The climate response of the radial growth of both conifers was analyzed by correlations of TRW chronologies with the monthly and seasonal temperature and precipitation. It should be noted that the number of statistically significant correlations was small (Figure 6). For the TRW, the correlations closely follow the results of analysis performed over longer periods of 1988–2020 for pine and 1992–2020 for spruce (29–33 years long; those are respective common periods for TRW chronologies among all plots) [48,49]. However, we decided to consider the period 2000–2020 for all tree-ring traits indiscriminately in this article to ensure that all of them were under the impact of the same climatic fluctuations, to make their responses more easily comparable, and to unify the reliability of correlations for TRW and anatomical traits.

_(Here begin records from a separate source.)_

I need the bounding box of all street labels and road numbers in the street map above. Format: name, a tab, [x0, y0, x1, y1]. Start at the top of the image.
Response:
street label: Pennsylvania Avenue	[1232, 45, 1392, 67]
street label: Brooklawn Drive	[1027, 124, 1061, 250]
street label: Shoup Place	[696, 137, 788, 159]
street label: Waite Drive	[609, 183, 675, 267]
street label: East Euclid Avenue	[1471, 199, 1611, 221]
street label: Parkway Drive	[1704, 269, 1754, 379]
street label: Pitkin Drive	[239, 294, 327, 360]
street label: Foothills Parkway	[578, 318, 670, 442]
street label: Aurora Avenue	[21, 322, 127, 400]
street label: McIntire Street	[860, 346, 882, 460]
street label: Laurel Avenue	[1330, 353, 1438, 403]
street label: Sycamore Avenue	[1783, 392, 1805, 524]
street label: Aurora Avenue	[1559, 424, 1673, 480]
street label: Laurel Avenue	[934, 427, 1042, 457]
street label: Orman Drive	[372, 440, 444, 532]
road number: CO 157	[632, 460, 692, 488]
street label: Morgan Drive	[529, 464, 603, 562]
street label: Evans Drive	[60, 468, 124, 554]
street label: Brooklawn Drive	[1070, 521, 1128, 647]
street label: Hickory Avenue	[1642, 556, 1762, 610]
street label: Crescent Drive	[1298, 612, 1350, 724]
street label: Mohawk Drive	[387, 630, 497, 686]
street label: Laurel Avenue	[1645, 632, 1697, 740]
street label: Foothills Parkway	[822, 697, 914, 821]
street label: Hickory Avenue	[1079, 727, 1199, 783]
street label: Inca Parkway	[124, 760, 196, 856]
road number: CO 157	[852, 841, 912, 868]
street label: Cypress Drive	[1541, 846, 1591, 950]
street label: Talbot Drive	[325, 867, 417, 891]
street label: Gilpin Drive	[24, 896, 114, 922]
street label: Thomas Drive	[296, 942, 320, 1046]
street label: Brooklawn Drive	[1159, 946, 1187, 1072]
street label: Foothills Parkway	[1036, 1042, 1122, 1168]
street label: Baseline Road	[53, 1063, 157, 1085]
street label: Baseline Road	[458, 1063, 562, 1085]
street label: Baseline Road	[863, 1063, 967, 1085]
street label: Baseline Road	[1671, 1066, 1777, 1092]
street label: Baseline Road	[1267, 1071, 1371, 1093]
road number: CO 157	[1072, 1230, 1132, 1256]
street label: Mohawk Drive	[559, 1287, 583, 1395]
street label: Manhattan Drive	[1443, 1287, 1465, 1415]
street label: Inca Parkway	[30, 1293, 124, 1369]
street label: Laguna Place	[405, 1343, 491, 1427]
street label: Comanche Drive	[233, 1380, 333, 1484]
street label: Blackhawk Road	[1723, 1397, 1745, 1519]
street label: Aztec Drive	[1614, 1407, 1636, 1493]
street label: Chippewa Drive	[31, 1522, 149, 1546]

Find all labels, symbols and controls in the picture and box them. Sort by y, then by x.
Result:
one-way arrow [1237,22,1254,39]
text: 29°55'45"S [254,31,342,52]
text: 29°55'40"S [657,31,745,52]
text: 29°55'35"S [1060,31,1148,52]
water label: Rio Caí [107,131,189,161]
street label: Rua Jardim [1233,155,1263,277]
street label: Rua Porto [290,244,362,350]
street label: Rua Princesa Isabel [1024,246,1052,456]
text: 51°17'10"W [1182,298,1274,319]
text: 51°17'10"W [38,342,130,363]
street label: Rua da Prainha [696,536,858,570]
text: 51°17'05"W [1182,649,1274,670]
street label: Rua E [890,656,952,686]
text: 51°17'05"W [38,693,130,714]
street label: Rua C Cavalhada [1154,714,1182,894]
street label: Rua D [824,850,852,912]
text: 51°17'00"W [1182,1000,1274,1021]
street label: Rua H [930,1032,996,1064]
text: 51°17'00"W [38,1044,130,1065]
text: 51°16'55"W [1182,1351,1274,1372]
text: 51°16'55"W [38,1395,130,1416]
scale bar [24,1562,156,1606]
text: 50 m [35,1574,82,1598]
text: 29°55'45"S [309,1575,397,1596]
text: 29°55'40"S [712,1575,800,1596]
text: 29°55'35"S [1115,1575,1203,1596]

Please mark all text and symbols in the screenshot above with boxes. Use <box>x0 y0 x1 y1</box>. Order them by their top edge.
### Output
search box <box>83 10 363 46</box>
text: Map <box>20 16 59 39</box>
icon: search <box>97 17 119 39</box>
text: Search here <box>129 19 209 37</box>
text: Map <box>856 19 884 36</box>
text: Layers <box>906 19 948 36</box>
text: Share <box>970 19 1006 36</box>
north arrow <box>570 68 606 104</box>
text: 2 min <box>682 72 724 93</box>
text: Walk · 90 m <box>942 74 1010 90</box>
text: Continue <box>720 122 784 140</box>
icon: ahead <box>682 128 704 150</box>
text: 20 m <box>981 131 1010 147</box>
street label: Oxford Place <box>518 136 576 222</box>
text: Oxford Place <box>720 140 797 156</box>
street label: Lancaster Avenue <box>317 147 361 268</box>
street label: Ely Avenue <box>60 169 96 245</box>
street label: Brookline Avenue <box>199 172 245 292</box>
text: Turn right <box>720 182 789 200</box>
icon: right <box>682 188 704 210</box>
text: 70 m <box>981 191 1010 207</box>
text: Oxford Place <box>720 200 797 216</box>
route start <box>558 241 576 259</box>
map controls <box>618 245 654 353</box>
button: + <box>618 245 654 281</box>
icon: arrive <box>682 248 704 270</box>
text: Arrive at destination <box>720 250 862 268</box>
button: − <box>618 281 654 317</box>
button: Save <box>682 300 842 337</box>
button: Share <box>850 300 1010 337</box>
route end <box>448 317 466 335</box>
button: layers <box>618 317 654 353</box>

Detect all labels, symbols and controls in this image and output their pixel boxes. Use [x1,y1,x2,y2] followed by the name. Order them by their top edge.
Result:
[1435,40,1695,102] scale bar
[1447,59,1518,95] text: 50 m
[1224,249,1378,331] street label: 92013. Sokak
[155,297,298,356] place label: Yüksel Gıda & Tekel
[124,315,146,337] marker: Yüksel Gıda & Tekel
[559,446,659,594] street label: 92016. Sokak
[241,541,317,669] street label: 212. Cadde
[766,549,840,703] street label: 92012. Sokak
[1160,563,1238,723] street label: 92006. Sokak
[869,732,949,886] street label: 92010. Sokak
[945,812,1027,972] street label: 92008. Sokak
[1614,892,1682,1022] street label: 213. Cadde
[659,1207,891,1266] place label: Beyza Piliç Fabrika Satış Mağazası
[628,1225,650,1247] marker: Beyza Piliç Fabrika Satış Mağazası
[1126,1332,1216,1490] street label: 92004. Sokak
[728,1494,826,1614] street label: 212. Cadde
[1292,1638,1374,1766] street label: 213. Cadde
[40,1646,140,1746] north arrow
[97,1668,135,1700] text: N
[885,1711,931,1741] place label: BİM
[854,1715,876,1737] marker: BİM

In general, the climate response of pine and spruce radial growth follows patterns of damage by the most severe winter frosts and mild growth limitation by water stress. Both species show a negative response to June temperature (correlations were up to −0.70 for spruce and −0.54 for pine) and a positive response to May–July precipitation (correlations were 0.41–0.62 over three months for spruce and 0.51–0.55 over May–June in three dense stands of pine). In April, precipitation negatively correlated with spruce growth (−0.40 to −0.59), and in the cold period, both climatic variables had a weakly positive effect on subsequent tree growth: December–March precipitation had correlations of 0.22–0.57 and 0.04–0.44 with spruce and pine growth, respectively, and November–May temperatures were positively associated (0.38–0.44) with pine growth.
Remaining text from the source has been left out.